Stored data entries:
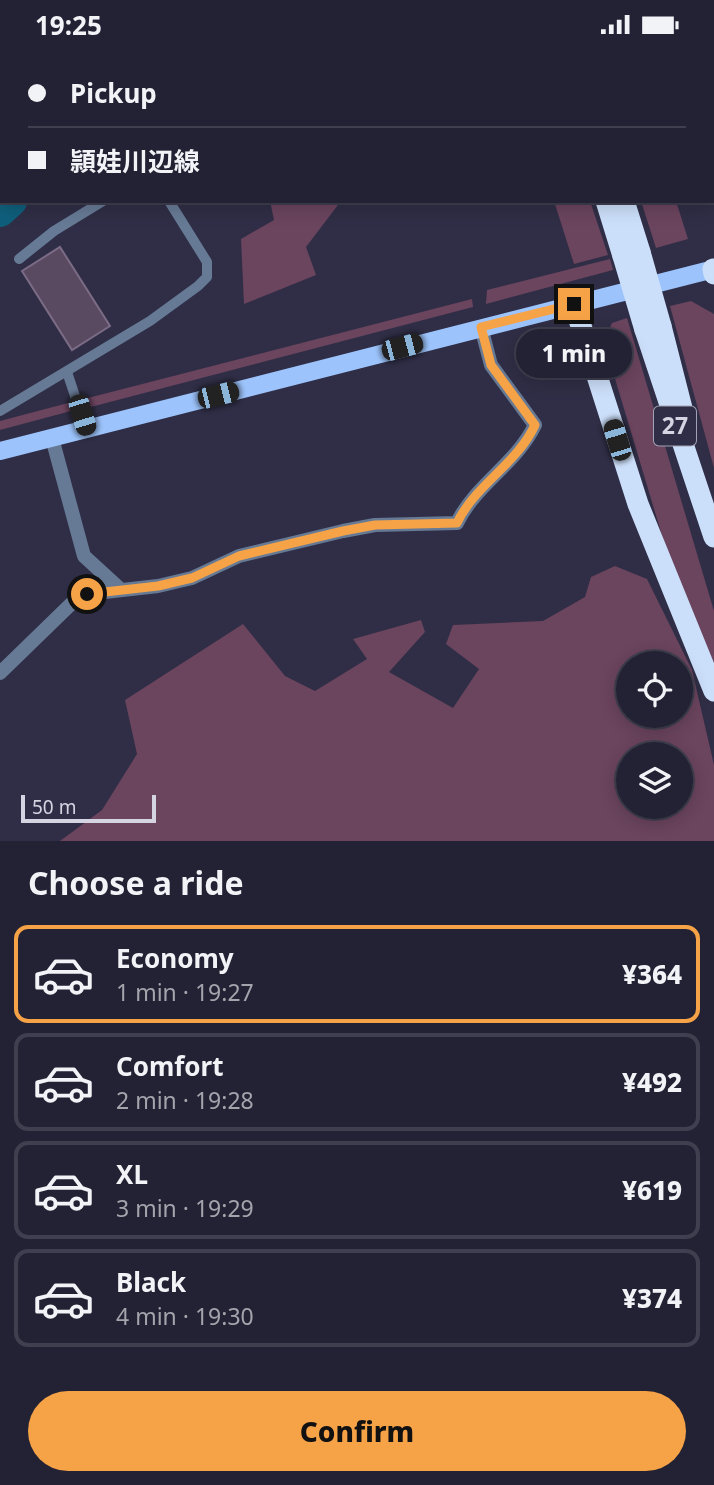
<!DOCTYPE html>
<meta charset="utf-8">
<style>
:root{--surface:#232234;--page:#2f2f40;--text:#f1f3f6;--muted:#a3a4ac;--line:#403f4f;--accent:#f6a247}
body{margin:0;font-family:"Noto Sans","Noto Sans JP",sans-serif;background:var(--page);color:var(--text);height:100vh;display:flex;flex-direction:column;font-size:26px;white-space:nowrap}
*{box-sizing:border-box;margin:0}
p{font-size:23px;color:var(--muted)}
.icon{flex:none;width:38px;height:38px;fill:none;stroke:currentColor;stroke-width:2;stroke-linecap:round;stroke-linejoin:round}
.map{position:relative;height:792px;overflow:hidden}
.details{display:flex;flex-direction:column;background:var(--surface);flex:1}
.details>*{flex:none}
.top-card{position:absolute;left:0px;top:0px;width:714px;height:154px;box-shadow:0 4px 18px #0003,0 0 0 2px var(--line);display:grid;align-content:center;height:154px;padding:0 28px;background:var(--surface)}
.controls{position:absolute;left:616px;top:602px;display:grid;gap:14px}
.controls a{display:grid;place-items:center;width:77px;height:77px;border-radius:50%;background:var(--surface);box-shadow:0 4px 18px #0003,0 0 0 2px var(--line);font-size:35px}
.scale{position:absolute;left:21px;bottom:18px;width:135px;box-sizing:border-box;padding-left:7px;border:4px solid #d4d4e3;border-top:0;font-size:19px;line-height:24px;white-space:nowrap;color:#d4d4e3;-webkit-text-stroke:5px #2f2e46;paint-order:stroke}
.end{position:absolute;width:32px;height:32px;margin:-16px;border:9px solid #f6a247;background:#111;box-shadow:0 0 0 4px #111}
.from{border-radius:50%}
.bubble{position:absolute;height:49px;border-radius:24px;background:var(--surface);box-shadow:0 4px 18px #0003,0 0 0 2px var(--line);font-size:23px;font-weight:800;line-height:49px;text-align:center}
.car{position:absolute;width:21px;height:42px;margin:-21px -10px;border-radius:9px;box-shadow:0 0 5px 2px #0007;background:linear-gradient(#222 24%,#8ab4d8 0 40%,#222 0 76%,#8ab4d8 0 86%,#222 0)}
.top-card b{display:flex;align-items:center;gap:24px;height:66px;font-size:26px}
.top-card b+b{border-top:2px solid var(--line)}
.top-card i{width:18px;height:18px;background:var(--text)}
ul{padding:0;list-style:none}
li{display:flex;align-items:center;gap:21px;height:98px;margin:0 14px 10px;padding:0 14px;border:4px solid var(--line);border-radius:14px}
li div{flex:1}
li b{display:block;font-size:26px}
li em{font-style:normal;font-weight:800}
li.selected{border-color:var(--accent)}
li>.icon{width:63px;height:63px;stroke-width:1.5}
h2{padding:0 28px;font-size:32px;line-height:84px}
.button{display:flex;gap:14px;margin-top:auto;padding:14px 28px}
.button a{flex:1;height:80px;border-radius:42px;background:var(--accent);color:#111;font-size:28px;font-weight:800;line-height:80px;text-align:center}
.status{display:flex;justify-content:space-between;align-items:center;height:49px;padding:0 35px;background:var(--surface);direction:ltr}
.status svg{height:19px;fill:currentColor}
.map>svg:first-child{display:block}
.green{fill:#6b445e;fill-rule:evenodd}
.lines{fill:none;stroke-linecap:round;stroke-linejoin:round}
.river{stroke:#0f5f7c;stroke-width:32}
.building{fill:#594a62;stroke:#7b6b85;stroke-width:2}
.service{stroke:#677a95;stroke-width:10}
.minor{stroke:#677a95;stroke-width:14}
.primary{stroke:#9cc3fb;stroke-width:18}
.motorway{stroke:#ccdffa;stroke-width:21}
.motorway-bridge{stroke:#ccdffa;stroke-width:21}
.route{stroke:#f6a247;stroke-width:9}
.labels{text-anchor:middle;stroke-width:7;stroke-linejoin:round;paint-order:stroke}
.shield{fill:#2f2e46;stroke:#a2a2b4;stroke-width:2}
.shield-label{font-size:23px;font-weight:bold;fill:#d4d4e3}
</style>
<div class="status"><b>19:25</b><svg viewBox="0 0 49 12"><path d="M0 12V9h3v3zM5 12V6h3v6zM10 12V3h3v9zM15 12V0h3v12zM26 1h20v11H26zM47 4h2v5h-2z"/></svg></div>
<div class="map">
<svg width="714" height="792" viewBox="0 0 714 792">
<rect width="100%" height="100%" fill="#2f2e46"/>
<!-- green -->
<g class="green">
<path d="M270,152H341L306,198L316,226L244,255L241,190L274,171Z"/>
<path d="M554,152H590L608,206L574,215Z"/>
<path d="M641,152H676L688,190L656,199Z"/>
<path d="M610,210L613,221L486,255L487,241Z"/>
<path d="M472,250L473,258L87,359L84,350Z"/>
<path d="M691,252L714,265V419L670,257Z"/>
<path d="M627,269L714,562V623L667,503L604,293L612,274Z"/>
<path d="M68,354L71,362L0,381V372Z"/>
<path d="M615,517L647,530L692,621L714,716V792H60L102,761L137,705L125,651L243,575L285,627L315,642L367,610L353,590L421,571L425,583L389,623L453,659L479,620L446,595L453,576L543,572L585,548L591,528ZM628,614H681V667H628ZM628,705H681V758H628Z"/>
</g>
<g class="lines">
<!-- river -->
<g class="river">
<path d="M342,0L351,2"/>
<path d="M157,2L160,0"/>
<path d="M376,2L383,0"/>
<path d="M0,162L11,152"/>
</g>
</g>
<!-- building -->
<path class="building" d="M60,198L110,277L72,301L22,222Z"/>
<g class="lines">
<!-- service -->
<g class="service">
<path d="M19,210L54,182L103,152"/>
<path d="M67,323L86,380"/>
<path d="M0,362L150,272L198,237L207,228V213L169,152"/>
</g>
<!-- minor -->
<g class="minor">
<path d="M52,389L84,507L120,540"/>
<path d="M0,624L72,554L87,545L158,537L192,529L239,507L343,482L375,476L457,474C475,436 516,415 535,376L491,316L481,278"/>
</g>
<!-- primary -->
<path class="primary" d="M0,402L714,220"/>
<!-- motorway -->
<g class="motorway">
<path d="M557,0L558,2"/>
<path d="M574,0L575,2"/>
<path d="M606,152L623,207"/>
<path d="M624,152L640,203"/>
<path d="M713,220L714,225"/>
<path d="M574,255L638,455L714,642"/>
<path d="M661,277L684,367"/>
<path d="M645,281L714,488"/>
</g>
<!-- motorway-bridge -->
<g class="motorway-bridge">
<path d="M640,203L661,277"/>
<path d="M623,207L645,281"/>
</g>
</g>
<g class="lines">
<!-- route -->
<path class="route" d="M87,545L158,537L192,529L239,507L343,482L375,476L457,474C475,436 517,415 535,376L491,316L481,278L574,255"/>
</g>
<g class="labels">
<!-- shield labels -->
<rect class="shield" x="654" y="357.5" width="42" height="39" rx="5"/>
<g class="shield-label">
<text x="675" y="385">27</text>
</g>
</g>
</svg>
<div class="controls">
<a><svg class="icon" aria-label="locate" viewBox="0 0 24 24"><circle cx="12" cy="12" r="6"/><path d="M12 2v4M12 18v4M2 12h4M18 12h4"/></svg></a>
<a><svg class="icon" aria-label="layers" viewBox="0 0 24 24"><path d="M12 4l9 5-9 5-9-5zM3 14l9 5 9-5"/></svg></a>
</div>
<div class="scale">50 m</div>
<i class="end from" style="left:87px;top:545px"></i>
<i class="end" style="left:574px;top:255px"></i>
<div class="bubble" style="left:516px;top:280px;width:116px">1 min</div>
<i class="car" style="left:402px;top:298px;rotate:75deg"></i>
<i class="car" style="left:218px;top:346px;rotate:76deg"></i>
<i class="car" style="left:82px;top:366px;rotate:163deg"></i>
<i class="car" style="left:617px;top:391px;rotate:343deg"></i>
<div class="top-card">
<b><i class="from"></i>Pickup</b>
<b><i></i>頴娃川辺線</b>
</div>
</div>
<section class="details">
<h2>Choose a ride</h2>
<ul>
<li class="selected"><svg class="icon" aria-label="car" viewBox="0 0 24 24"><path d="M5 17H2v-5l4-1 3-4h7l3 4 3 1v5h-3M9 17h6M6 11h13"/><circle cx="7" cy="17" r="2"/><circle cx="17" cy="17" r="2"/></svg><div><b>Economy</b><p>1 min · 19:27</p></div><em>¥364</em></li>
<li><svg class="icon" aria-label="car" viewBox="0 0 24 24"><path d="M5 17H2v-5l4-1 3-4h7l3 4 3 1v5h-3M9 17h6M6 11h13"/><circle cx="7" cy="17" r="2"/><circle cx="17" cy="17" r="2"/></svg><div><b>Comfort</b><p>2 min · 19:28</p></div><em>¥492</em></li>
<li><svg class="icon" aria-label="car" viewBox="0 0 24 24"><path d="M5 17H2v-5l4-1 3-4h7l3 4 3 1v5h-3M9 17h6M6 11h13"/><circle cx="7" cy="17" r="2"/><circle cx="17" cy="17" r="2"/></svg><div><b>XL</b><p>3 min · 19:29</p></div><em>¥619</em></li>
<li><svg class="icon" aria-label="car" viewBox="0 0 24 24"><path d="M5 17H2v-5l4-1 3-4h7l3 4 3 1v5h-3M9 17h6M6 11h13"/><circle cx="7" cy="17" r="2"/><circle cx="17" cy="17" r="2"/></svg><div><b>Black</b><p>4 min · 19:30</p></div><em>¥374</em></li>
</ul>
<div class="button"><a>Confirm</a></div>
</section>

Work order => Take every line from the records that holds "white" and copy it down.

Solution for this exercise =>
body{margin:0;font-family:"Noto Sans","Noto Sans JP",sans-serif;background:var(--page);color:var(--text);height:100vh;display:flex;flex-direction:column;font-size:26px;white-space:nowrap}
.scale{position:absolute;left:21px;bottom:18px;width:135px;box-sizing:border-box;padding-left:7px;border:4px solid #d4d4e3;border-top:0;font-size:19px;line-height:24px;white-space:nowrap;color:#d4d4e3;-webkit-text-stroke:5px #2f2e46;paint-order:stroke}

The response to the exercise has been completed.